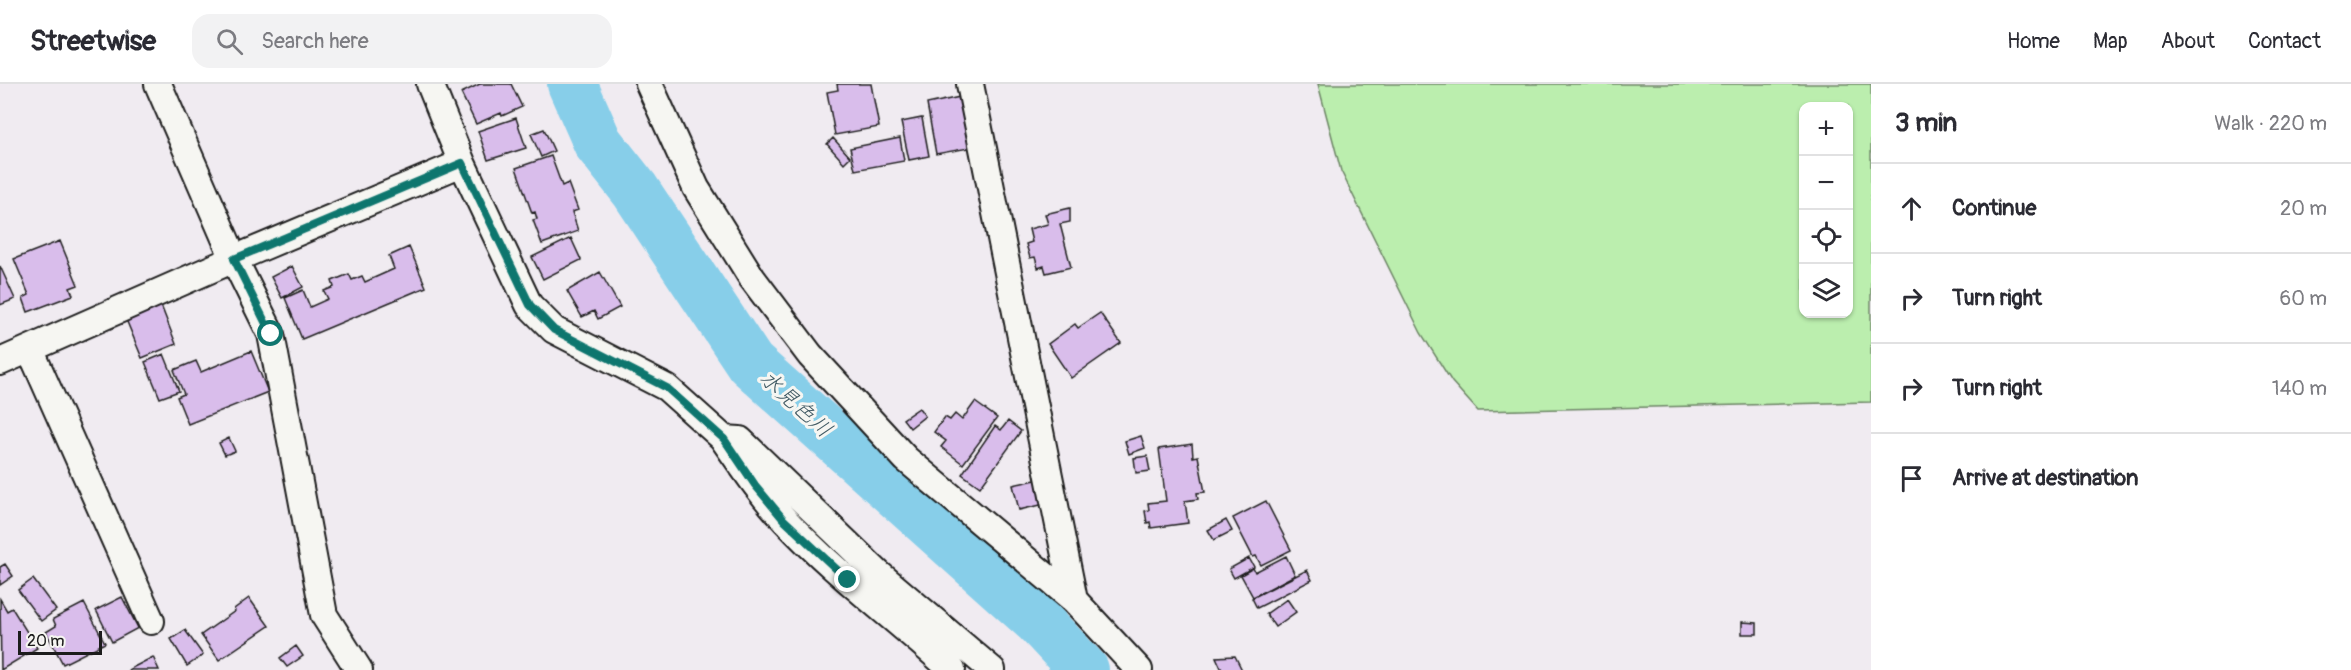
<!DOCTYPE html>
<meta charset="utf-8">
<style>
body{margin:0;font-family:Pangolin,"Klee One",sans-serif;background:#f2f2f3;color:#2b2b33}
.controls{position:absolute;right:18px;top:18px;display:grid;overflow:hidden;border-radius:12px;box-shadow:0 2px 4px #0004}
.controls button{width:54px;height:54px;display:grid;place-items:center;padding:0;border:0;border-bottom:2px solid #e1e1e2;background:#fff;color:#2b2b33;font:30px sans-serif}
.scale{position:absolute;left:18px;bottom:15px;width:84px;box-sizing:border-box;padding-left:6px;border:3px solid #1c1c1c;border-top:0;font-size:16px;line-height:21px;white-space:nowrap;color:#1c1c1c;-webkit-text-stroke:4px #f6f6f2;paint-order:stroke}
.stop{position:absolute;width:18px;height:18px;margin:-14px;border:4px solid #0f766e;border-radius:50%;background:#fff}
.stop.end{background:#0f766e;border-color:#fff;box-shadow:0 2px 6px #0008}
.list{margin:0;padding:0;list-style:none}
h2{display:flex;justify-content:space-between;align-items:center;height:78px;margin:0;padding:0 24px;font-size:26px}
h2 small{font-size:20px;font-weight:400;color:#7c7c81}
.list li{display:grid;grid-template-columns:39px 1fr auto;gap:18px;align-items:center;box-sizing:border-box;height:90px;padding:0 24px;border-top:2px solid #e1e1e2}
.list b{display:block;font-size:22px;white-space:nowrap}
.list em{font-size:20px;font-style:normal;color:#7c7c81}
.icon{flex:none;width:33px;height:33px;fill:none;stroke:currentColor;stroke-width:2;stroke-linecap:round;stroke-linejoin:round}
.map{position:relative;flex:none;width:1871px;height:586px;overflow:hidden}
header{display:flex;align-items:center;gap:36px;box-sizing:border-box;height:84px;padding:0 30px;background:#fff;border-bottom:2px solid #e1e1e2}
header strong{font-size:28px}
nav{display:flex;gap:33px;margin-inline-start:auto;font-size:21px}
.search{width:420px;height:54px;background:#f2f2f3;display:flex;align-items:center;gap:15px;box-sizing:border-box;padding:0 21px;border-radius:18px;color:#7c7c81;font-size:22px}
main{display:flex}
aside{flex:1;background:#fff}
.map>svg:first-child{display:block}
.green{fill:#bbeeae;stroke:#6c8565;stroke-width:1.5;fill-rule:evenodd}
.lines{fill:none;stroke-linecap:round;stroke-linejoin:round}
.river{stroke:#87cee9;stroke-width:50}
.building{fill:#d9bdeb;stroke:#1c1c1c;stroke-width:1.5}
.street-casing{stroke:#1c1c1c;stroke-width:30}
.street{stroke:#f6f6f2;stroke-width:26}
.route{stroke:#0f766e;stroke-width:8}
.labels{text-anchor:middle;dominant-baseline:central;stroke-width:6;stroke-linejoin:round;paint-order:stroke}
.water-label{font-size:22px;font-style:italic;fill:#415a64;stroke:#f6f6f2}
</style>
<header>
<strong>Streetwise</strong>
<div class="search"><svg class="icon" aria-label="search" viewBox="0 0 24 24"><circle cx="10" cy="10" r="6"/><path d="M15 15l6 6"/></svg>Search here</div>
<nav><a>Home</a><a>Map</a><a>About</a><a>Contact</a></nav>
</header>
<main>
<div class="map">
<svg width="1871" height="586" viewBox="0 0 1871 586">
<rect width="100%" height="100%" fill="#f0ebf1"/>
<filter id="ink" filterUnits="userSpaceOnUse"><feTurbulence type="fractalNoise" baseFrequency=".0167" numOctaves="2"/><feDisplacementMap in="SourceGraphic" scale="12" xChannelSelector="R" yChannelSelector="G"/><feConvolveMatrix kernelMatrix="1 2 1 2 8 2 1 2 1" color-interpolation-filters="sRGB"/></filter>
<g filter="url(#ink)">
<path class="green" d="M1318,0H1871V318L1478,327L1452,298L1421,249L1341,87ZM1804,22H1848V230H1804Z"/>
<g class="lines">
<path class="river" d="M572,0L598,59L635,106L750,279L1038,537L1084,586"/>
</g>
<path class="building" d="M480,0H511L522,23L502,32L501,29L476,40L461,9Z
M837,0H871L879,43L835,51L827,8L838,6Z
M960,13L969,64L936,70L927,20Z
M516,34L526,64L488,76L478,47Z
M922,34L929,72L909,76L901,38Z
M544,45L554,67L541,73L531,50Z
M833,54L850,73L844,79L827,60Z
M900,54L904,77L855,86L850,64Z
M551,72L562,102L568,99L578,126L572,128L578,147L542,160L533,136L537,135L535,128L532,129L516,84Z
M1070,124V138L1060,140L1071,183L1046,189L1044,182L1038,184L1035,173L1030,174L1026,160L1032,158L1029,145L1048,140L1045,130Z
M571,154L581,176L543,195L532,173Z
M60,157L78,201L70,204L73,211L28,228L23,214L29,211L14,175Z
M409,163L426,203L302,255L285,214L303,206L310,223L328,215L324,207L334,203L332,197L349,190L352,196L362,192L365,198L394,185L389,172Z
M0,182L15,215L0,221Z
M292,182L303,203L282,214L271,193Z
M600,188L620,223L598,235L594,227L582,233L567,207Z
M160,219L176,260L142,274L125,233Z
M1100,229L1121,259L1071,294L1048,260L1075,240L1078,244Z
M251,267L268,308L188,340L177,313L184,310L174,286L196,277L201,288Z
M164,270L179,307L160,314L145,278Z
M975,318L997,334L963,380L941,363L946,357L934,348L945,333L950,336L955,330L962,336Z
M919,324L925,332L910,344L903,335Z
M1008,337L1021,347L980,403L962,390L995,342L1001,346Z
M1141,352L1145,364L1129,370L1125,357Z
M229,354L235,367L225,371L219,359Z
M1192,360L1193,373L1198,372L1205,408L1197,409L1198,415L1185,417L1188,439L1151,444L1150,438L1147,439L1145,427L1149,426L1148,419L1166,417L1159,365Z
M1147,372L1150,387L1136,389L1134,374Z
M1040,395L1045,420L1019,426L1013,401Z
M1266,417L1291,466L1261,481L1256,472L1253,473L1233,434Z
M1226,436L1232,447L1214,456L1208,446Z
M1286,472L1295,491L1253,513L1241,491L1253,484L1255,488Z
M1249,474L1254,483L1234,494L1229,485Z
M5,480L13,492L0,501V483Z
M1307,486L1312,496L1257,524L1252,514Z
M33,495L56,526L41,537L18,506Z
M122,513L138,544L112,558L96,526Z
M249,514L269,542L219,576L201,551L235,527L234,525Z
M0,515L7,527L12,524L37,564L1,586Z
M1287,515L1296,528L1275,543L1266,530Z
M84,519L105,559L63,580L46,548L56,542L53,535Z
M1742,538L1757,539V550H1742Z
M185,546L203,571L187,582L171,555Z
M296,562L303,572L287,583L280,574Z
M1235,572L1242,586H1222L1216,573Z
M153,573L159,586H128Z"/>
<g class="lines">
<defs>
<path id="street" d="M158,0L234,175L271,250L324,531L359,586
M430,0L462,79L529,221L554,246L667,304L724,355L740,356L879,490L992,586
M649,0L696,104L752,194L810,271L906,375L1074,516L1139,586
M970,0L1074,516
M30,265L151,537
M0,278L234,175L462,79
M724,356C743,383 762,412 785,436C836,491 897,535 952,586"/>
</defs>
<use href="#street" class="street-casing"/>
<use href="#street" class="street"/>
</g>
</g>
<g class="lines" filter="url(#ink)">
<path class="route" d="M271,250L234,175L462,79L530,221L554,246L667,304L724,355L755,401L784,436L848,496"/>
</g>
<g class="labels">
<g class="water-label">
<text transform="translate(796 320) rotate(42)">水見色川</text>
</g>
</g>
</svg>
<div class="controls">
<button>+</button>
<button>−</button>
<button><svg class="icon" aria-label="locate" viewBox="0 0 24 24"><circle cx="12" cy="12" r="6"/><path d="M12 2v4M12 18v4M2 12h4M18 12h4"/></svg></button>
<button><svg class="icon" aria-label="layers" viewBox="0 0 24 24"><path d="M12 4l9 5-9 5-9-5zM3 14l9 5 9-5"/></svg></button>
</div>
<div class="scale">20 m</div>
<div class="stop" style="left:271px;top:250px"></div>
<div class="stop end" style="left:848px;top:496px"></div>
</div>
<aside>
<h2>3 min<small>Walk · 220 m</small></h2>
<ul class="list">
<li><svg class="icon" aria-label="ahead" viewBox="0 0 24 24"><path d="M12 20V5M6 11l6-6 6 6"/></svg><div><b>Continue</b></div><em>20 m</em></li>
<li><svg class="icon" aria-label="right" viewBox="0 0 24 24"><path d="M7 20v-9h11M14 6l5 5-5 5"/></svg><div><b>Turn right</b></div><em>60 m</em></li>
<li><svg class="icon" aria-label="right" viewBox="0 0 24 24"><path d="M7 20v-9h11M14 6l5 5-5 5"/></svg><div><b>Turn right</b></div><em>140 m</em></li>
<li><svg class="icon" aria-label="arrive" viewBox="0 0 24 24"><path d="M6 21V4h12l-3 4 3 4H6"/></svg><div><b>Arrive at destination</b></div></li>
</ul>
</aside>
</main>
◇ ◇ ◇ ◇ ◇ ◇ ◇
- **TASK DESCRIPTION**
Across the entries, how many lines hold the word "list"? Say only the number.

- **RESPONSE**
5